### WHAT YOU NEED TO DO
Could you work out how many lines of the material below hold "hidden"? Only the number is needed.
····················
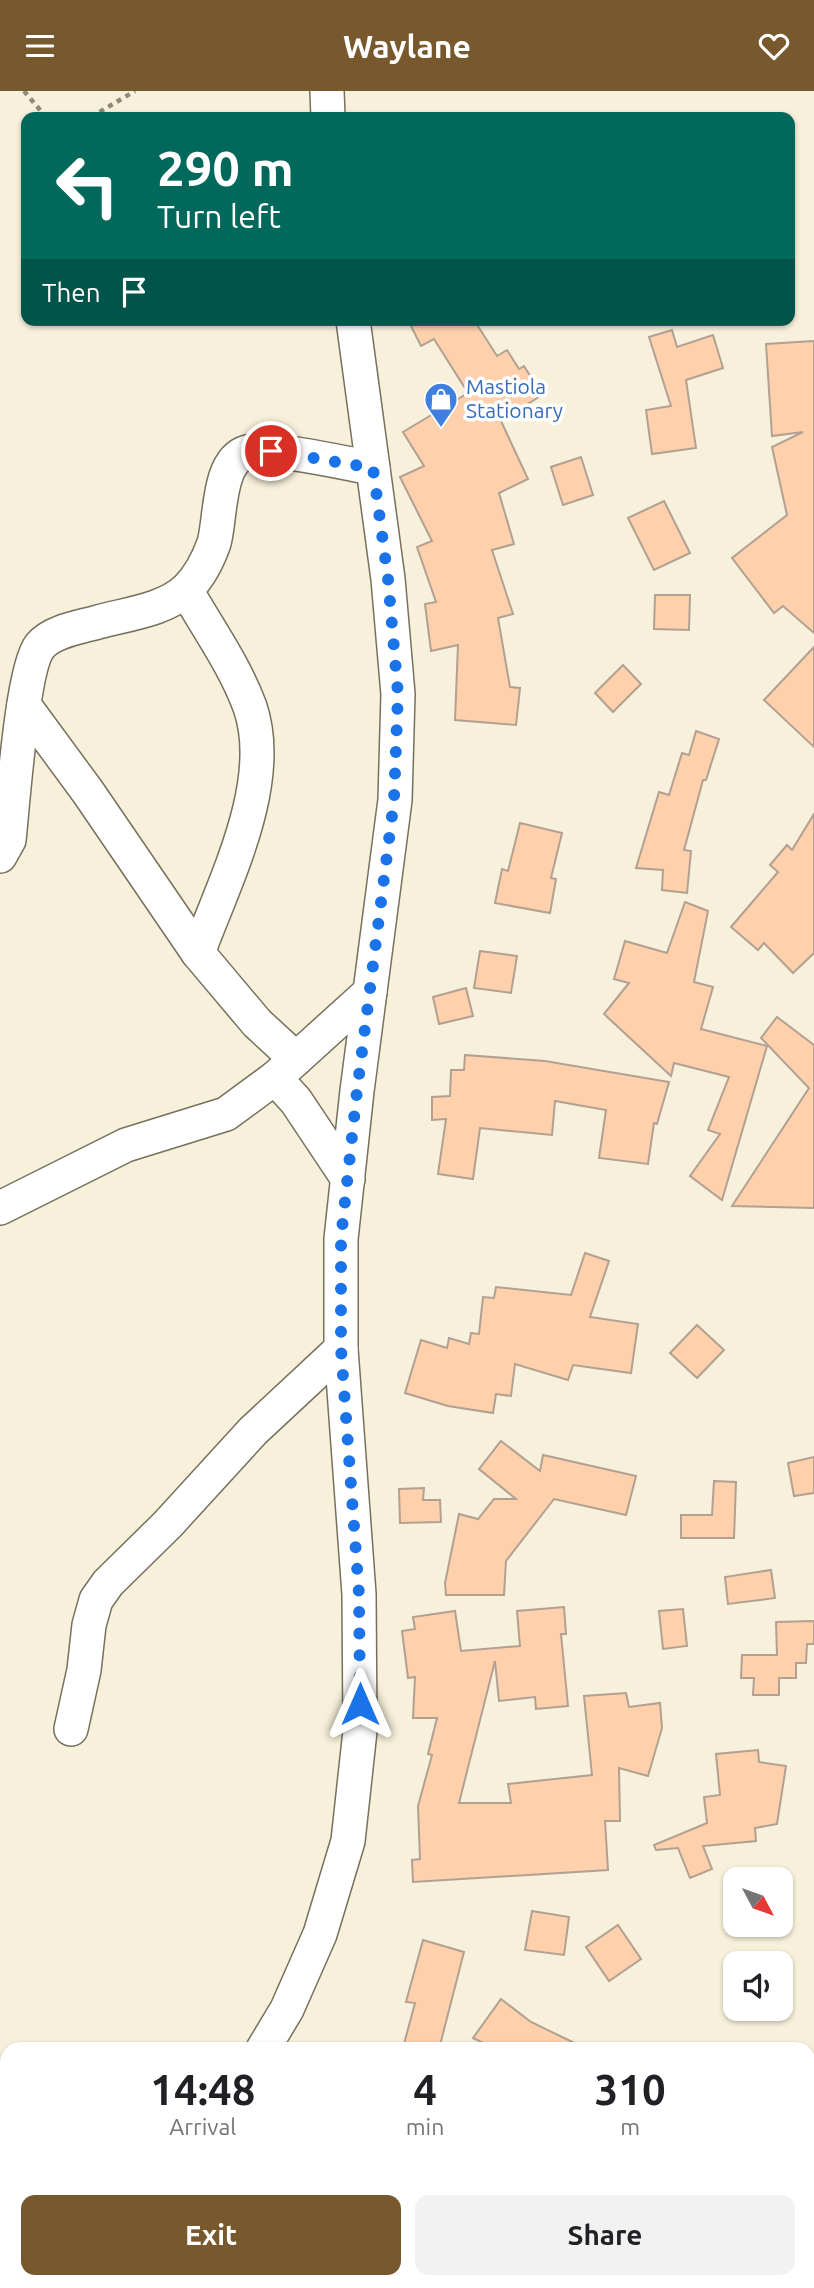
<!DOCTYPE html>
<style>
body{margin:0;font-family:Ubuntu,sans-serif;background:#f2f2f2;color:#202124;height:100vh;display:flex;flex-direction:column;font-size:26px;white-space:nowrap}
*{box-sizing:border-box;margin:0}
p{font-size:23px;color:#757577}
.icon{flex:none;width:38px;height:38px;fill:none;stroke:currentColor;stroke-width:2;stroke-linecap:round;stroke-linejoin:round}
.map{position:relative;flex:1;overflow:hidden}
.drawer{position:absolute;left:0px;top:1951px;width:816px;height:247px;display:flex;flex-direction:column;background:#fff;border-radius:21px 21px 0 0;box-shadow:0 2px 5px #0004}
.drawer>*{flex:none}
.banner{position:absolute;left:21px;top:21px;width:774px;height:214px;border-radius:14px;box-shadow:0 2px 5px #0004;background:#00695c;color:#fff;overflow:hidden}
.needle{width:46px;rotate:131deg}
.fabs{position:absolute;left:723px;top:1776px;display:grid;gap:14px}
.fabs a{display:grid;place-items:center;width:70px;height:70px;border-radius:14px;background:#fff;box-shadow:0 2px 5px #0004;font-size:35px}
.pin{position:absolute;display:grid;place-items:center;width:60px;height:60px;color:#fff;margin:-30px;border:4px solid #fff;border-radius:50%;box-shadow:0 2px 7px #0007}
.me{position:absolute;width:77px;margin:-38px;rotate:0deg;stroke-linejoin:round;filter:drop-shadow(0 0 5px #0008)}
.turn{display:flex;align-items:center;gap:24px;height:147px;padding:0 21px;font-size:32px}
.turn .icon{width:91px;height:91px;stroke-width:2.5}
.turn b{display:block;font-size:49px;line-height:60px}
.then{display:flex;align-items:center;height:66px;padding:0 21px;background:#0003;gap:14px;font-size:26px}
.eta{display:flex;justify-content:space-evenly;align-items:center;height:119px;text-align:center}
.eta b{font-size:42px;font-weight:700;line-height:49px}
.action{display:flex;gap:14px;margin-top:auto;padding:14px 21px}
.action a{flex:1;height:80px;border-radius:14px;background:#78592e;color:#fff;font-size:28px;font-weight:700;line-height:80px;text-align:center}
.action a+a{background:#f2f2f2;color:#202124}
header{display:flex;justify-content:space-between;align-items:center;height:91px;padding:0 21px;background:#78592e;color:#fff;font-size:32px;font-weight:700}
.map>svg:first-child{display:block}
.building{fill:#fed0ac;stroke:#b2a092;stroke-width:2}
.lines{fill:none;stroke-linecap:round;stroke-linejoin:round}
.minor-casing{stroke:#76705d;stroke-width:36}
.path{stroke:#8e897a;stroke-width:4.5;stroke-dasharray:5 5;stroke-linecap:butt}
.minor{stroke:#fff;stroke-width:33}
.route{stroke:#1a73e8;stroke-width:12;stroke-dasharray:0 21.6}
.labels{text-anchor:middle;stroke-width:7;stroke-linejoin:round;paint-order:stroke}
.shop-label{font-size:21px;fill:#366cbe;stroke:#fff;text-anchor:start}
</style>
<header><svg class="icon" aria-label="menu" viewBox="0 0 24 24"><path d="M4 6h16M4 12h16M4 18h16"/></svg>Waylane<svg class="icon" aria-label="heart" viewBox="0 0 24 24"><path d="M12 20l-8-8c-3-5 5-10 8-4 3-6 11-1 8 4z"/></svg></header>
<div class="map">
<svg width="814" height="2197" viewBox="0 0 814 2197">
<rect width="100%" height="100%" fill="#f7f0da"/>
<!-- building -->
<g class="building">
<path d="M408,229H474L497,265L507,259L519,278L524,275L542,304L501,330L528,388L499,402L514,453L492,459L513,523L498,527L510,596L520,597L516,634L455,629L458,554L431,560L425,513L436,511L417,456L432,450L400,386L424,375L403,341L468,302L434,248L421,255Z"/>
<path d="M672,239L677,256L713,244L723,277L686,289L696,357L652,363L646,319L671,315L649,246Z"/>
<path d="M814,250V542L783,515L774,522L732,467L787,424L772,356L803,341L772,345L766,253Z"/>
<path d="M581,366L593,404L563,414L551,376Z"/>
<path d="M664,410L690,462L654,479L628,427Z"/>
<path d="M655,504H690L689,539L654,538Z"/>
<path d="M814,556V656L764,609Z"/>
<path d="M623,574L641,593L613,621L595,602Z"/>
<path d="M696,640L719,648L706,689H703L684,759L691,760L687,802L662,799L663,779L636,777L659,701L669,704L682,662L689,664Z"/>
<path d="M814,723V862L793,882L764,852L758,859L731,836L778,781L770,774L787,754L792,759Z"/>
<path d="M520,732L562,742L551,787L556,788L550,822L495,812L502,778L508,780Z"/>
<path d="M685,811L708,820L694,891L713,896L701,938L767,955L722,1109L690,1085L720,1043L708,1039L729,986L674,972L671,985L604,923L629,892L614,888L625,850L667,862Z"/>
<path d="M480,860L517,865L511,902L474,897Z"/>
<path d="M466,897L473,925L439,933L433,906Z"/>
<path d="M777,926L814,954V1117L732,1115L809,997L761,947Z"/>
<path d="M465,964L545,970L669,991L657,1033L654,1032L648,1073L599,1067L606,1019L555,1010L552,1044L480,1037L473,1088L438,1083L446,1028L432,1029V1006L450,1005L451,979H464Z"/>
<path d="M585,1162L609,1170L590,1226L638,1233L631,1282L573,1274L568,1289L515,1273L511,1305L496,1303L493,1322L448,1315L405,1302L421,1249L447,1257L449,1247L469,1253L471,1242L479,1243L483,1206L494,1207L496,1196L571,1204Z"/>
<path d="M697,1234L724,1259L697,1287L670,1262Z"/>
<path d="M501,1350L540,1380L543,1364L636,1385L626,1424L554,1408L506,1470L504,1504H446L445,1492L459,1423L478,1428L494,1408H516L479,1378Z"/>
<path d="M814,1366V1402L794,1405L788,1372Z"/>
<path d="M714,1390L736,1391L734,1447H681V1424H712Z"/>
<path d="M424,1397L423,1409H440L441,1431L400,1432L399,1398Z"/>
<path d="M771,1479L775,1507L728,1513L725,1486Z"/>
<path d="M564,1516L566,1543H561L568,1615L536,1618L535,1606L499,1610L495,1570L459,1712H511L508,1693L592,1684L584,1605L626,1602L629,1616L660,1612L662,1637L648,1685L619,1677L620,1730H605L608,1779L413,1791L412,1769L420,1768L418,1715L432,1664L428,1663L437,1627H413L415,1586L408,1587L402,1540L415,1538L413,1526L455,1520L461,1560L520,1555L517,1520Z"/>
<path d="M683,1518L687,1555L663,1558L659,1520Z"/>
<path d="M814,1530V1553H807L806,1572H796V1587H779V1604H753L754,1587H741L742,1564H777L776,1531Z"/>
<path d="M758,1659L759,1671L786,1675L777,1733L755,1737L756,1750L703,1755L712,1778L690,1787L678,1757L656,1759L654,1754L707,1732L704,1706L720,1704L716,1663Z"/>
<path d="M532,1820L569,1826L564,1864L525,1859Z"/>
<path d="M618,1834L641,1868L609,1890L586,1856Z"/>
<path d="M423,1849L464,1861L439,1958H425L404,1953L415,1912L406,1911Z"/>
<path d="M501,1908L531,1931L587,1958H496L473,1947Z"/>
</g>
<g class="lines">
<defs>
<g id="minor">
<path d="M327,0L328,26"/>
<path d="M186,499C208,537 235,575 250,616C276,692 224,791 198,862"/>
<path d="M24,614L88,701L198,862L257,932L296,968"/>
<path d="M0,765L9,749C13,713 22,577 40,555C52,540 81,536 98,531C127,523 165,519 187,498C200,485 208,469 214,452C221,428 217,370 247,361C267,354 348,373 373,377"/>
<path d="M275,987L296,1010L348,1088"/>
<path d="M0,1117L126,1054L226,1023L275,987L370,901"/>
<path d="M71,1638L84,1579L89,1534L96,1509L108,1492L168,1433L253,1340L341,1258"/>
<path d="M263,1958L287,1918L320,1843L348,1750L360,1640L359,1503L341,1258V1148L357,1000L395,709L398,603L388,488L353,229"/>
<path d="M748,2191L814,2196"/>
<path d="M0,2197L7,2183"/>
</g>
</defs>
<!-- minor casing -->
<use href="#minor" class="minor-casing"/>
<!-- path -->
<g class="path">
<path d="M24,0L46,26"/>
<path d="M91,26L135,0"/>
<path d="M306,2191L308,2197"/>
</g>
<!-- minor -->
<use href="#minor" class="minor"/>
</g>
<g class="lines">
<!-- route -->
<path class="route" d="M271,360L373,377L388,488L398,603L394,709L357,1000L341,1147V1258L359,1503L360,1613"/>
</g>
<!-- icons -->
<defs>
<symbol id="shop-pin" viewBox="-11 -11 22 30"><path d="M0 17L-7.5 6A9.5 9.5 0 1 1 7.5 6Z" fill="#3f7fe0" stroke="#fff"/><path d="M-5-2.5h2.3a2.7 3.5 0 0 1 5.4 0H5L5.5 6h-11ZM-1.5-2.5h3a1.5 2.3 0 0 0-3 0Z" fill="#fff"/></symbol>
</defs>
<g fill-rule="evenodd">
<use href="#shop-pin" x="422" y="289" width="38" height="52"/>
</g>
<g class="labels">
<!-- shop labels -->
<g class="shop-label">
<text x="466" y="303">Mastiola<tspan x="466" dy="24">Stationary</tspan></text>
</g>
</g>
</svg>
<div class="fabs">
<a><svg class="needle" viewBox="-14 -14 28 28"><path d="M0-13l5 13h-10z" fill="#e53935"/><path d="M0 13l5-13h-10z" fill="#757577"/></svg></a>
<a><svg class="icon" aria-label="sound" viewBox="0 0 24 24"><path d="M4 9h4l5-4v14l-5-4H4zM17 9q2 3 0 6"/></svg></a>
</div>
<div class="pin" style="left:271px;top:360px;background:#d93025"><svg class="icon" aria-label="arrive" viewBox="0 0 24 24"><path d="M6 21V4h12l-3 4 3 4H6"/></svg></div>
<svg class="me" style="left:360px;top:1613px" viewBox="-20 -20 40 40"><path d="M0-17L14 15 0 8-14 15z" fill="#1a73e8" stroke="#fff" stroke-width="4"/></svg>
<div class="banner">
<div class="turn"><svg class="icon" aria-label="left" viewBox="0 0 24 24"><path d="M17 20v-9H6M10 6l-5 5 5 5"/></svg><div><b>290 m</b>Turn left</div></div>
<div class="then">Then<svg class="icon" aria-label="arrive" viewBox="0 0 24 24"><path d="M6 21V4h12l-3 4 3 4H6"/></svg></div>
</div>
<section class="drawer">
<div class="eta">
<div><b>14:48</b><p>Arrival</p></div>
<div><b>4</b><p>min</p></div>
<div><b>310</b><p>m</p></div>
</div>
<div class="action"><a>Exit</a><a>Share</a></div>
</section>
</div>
····················
### ANSWER TO THIS EXERCISE
2